Рафаэль, исчерпавший аргументы, выраженные в цифрах, находит другой контраргумент: насекомое — живое существо, и его нельзя запатентовать.
— Верно, нельзя, — любезно соглашается Джонатан Прайс. — Но зато пользу, которую оно приносит, можно.
Тем временем, я разглядывал в окно силуэт замка, перед которым росли высокие каштаны. По прихоти ветра донжон то и дело появлялся в просветах между их ветвями, и я невольно старался высмотреть таинственные проблески на третьем этаже башни, дивясь собственному упорству: неужто ощущение, будто на меня смотрят в бинокль, перешло в манию? Да и голос почтальонши эхом отдавался у меня в голове, мерно повторяя: мерзавец… мерзавец… мерзавец…, а ее крик: «Не заставляйте же ее ждать еще и еще!» будил во мне какие-то странные отзвуки, доставлявшие почти физическое наслаждение.
Мне чудилось, будто я где-то далеко, не здесь. Отрешен от реального мира. Я уже не слышал пререкательств у себя за спиной — иной, смутный говор звучал у меня в ушах, только смысл его оставался непостижим. Даже воздух в комнате, и тот неощутимо изменился. А сквозь стены хозяйственной постройки, переделанной под офис, начали проступать бывшие конюшни. Теплая солома, лошадиный пот, сладковато-кислые запахи навоза и селитры, жалобный скрип колодезной цепи…
— Поехали?
Я вздрогнул. Рафаэль, держа свой ранец с бумагами, уже открывал дверь.

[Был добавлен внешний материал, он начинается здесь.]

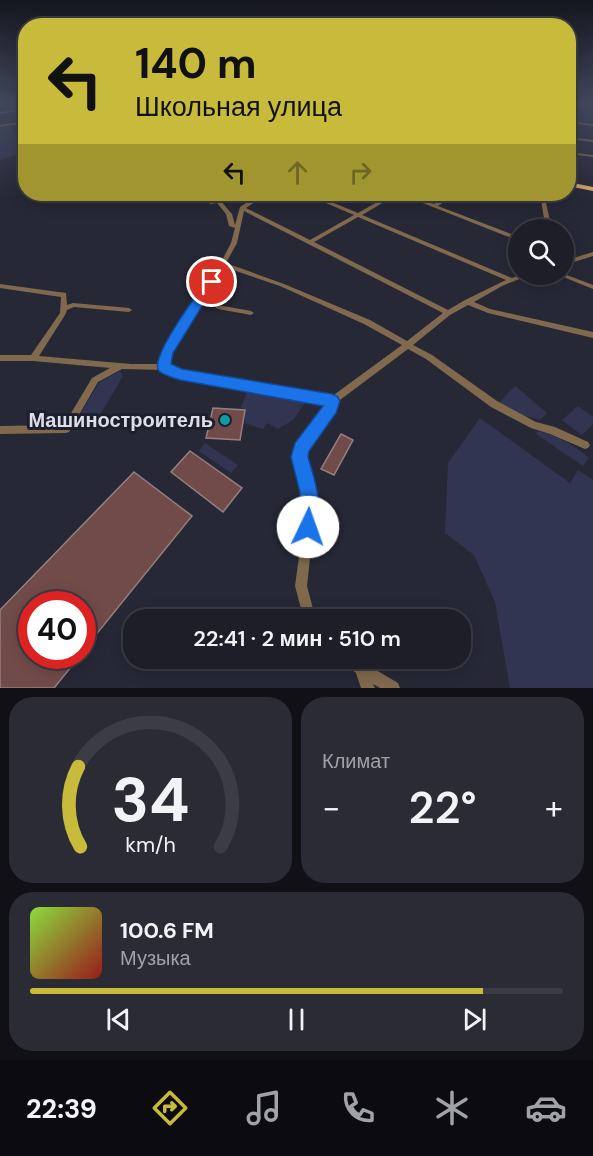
<!DOCTYPE html>
<html lang="ru">
<meta charset="utf-8">
<style>
body{margin:0;font-family:"DM Sans",sans-serif;background:#2a2b34;color:#f1f3f6;height:100vh;display:flex;flex-direction:column;font-size:22px;white-space:nowrap}
*{box-sizing:border-box;margin:0}
p{font-size:20px;color:#a0a2a8}
.icon{flex:none;width:33px;height:33px;fill:none;stroke:currentColor;stroke-width:2;stroke-linecap:round;stroke-linejoin:round}
.map{position:relative;height:688px;overflow:hidden}
.panel{display:flex;flex-direction:column;gap:9px;padding:9px;background:#101016;flex:1}
.panel>*{flex:none}
.banner{position:absolute;left:18px;top:18px;width:558px;height:183px;border-radius:24px;box-shadow:0 3px 15px #0003,0 0 0 2px #3b3c45;background:#c8bb3b;color:#111;overflow:hidden}
.fabs{position:absolute;left:508px;top:219px;display:grid;gap:12px}
.fabs a{display:grid;place-items:center;width:66px;height:66px;border-radius:50%;background:#1d1e28;box-shadow:0 3px 15px #0003,0 0 0 2px #3b3c45;font-size:30px}
.speed{position:absolute;left:18px;top:591px;display:flex;gap:12px;font-size:30px;font-weight:700;text-align:center}
.speed>*{display:grid;place-content:center;width:78px;height:78px;border-radius:50%;background:#1d1e28;box-shadow:0 3px 15px #0003,0 0 0 2px #3b3c45;line-height:1}
.speed .limit{border:9px solid #d22;background:#fff;color:#111}
.pin{position:absolute;display:grid;place-items:center;width:51px;height:51px;color:#fff;margin:-26px;border:3px solid #fff;border-radius:50%;box-shadow:0 2px 6px #0007}
.me{position:absolute;width:66px;margin:-33px;rotate:3deg;stroke-linejoin:round;filter:drop-shadow(0 0 4px #0008)}
.turn{display:flex;align-items:center;gap:21px;height:126px;padding:0 18px;font-size:27px}
.turn .icon{width:78px;height:78px;stroke-width:2.5}
.turn b{display:block;font-size:42px;line-height:51px}
.lanes{display:flex;align-items:center;height:57px;padding:0 18px;background:#0003;justify-content:center;gap:30px;direction:ltr}
.lanes .off{opacity:.35}
.big{font-size:45px;font-weight:600;line-height:1.1}
.panel .tile{flex:1;display:flex;flex-direction:column;justify-content:center;gap:9px;min-width:0;padding:0 21px;border-radius:24px;background:#2a2b34}
.panel .dial{align-items:center;gap:0}
.dial svg{height:156px;overflow:visible;fill:none;stroke:#3b3c45;stroke-width:7;stroke-linecap:round;text-anchor:middle}
.dial text{fill:#f1f3f6;stroke:none}
.song{display:flex;align-items:center;gap:18px}
.cover{width:72px;height:72px;border-radius:9px;background:linear-gradient(135deg,hsl(90 70% 55%),hsl(0 70% 35%))}
.played{height:6px;border-radius:3px;background:linear-gradient(90deg,#c8bb3b 85%,#3b3c45 85%)}
.keys{display:flex;justify-content:space-around;direction:ltr}
.heat{display:flex;justify-content:space-between;align-items:center;font-size:33px;direction:ltr}
.panel .tiles{flex:1;display:grid;gap:9px;grid-template-columns:1fr 1fr}
.tile:last-child{grid-column:span 2}
.trip{position:absolute;left:123px;top:609px;width:348px;height:60px;border-radius:24px;background:#1d1e28;box-shadow:0 3px 15px #0003,0 0 0 2px #3b3c45;font-weight:600;line-height:60px;text-align:center}
.tab-bar{display:flex;height:96px;justify-content:space-around;align-items:center;background:#0c0c10;color:#a0a2a8}
.tab-bar .icon{width:42px;height:42px}
.tab-bar .selected{color:#c8bb3b}
.tab-bar b{font-size:27px;color:#f1f3f6}
.map>svg:first-child{display:block}
.green{fill:#323551}
.building{fill:#714b4a;stroke:#958080;stroke-width:1.5}
.lines{fill:none;stroke-linecap:round;stroke-linejoin:round}
.minor{fill:#80694d;fill-rule:evenodd}
.major{fill:#d7a76b;fill-rule:evenodd}
.route{fill:#1a73e8;stroke:#114b97;stroke-width:1.5}
.culture-dot{fill:#0f9aa8;stroke:#1d1f2c;stroke-width:2}
.labels{text-anchor:middle;dominant-baseline:central;stroke-width:6;stroke-linejoin:round;paint-order:stroke}
.poi-label{font-size:20px;font-weight:bold;fill:#dddee7;stroke:#1d1f2c;text-anchor:end}
</style>
<div class="map">
<svg width="593" height="688" viewBox="0 0 593 688">
<rect width="100%" height="100%" fill="#272836"/>
<!-- green -->
<g class="green">
<path d="M11,126L19,139L25,143V152L0,160V128Z"/>
<path d="M120,371L123,376L93,427L73,426L99,383Z"/>
<path d="M515,386L547,413L540,420L518,414L499,403Z"/>
<path d="M247,391L306,402L293,420L278,429L267,423L263,429L245,423V410L241,408Z"/>
<path d="M578,406L593,417V424L582,435L562,420Z"/>
<path d="M480,418L570,483L578,470L593,480V688H510L495,602L474,555L445,533L448,463Z"/>
<path d="M537,431C557,435 573,445 589,458L583,466L536,434Z"/>
<path d="M205,443L238,465L231,473L199,451Z"/>
</g>
<!-- building -->
<g class="building">
<path d="M213,408L245,410L240,440L206,438Z"/>
<path d="M341,434L353,440L334,475L321,469Z"/>
<path d="M190,451L242,488L223,512L171,472Z"/>
<path d="M134,472L192,516L82,652V604H32V656H80L54,688H0V610Z"/>
</g>
<g class="lines">
<!-- minor -->
<g class="minor">
<path d="M0,102H11L0,104Z"/>
<path d="M26,108V110L0,114V112Z"/>
<path d="M26,121V123L0,127V125Z"/>
<path d="M568,121L593,124V126L568,123Z"/>
<path d="M568,137L593,140V142L568,139Z"/>
<path d="M568,152L593,155V157L568,154Z"/>
<path d="M202,194H206L213,201L220,200L232,214L235,225L240,207L260,194H265V195L246,208L310,240L354,215L307,195V194H312L358,213L391,194H396V195L362,215L512,278L522,274H532L502,286L474,302L490,309L593,332V338L488,313L468,305L450,315L413,345L432,355L497,401L536,422L555,427L588,442L590,445L588,448L585,449L550,434L531,428L491,407L426,359L408,349L336,403L333,411L305,451L304,457L314,492L315,512L307,586L316,620H304L295,586L305,512L304,492L294,457L298,446L326,407L327,404L180,377L163,370L122,369L98,382L69,432L66,433L0,434V426L64,425L92,378L110,368L33,361H0V355H31L60,313L61,297L0,288V284L66,293L67,305L73,303L129,308L132,310L129,312L74,307L67,310L65,315L39,356L131,364H160L159,361L164,349L220,264L231,243L235,228L229,226L226,214L217,203L210,204ZM244,211L443,313L407,341L370,320L284,284L226,263L237,243ZM358,217L506,280L465,300L448,310L314,242ZM224,267L280,286L364,324L402,345L331,397L181,371L168,365L167,361L171,352Z"/>
<path d="M400,194H405L434,204L450,194H454V195L438,206L519,237V241Z"/>
<path d="M540,194H544L552,230H546Z"/>
<path d="M593,252V256L564,265V261Z"/>
<path d="M556,274H564L593,285V289Z"/>
<path d="M216,305H218L251,311L254,313L251,315L218,309L215,307Z"/>
<path d="M342,658H359L366,664L398,683L400,688H380L373,684L375,688H361L356,673L343,663Z"/>
</g>
<!-- major -->
<path class="major" d="M568,182L593,187V191L568,186Z"/>
</g>
<!-- sky -->
<linearGradient id="sky" x2="0" y2="1"><stop stop-color="#15161e"/><stop offset="0.52" stop-color="#41485d"/><stop offset="1" stop-color="#41485d" stop-opacity="0"/></linearGradient>
<rect width="593" height="198" fill="url(#sky)"/>
<!-- route -->
<path class="route" d="M212,278L217,282L173,353L171,364L182,369L332,394L337,396L340,401L336,413L309,451L308,457C315,481 325,509 315,534L308,537L301,534L298,527L300,492L291,457L295,443L323,406L180,380C174,378 163,375 159,371C148,359 199,292 208,279Z"/>
<!-- markers -->
<circle class="culture-dot" cx="225" cy="420" r="6"/>
<g class="labels">
<!-- poi labels -->
<g class="poi-label">
<text x="213" y="420">Машиностроитель</text>
</g>
</g>
</svg>
<div class="fabs">
<a><svg class="icon" aria-label="search" viewBox="0 0 24 24"><circle cx="10" cy="10" r="6"/><path d="M15 15l6 6"/></svg></a>
</div>
<div class="speed"><div class="limit">40</div></div>
<div class="pin" style="left:212px;top:282px;background:#d93025"><svg class="icon" aria-label="arrive" viewBox="0 0 24 24"><path d="M6 21V4h12l-3 4 3 4H6"/></svg></div>
<svg class="me" style="left:308px;top:527px" viewBox="-20 -20 40 40"><circle r="19" fill="#fff"/><path d="M0-13L10 11 0 6-10 11z" fill="#1a73e8"/></svg>
<div class="trip">22:41 · 2 мин · 510 m</div>
<div class="banner">
<div class="turn"><svg class="icon" aria-label="left" viewBox="0 0 24 24"><path d="M17 20v-9H6M10 6l-5 5 5 5"/></svg><div><b>140 m</b>Школьная улица</div></div>
<div class="lanes"><svg class="icon" aria-label="left" viewBox="0 0 24 24"><path d="M17 20v-9H6M10 6l-5 5 5 5"/></svg><svg class="icon off" aria-label="ahead" viewBox="0 0 24 24"><path d="M12 20V5M6 11l6-6 6 6"/></svg><svg class="icon off" aria-label="right" viewBox="0 0 24 24"><path d="M7 20v-9h11M14 6l5 5-5 5"/></svg></div>
</div>
</div>
<section class="panel">
<div class="tiles">
<div class="tile dial"><svg viewBox="0 0 100 80">
<path d="M14 69A42 42 0 1 1 86 69"/>
<path d="M14 69A42 42 0 0 1 13 28" stroke="#c8bb3b"/>
<text x="50" y="56" font-size="32" font-weight="700">34</text>
<text x="50" y="72" font-size="11">km/h</text>
</svg></div>
<div class="tile"><p>Климат</p>
<div class="heat"><a>−</a><b class="big">22°</b><a>+</a></div>
</div>
<div class="tile">
<div class="song"><i class="cover"></i><div><b>100.6 FM</b><p>Музыка</p></div></div>
<div class="played"></div>
<div class="keys"><svg class="icon" aria-label="previous" viewBox="0 0 24 24"><path d="M18 5L8 12l10 7zM5 5v14"/></svg><svg class="icon" aria-label="pause" viewBox="0 0 24 24"><path d="M8 5v14M16 5v14"/></svg><svg class="icon" aria-label="next" viewBox="0 0 24 24"><path d="M6 5l10 7-10 7zM19 5v14"/></svg></div>
</div>
</div>
</section>
<nav class="tab-bar">
<b>22:39</b>
<svg class="icon selected" aria-label="directions" viewBox="0 0 24 24"><path d="M12 3l9 9-9 9-9-9zM9 14v-3h6M13 9l2 2-2 2"/></svg>
<svg class="icon" aria-label="music" viewBox="0 0 24 24"><path d="M9 18V5l10-2v13"/><circle cx="6" cy="18" r="3"/><circle cx="16" cy="16" r="3"/></svg>
<svg class="icon" aria-label="phone" viewBox="0 0 24 24"><path d="M5 4h4l2 5-3 2q2 4 5 5l2-3 5 2v4C11 20 4 13 5 4z"/></svg>
<svg class="icon" aria-label="climate" viewBox="0 0 24 24"><path d="M12 3v18M4 7l16 10M4 17L20 7"/></svg>
<svg class="icon" aria-label="car" viewBox="0 0 24 24"><path d="M5 17H2v-5l4-1 3-4h7l3 4 3 1v5h-3M9 17h6M6 11h13"/><circle cx="7" cy="17" r="2"/><circle cx="17" cy="17" r="2"/></svg>
</nav>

В машине он отметил мою рассеянность сперва ироничным прищуром, а затем ехидным вопросом: уж не завелись ли у меня, случайно, от него секреты? — он воображал, что таким изящным способом ему удастся выведать, не изменяю ли я Коринне. Я ответил уклончиво — вольно ему строить любые гипотезы, только пусть делает это про себя. Те мерзости, которые он приписывал другим, вероятно, вносили хоть какую-то пикантную нотку в его убогую семейную жизнь.
Я был у него дома всего один раз: куча сопливых детишек, супруга, замученная родами и вскармливанием младенцев, телевизор, включенный на полную громкость, чтобы заглушить вопли и перебранки. В сравнении с этим, мое пристанище казалось мне благостным приютом отдохновения.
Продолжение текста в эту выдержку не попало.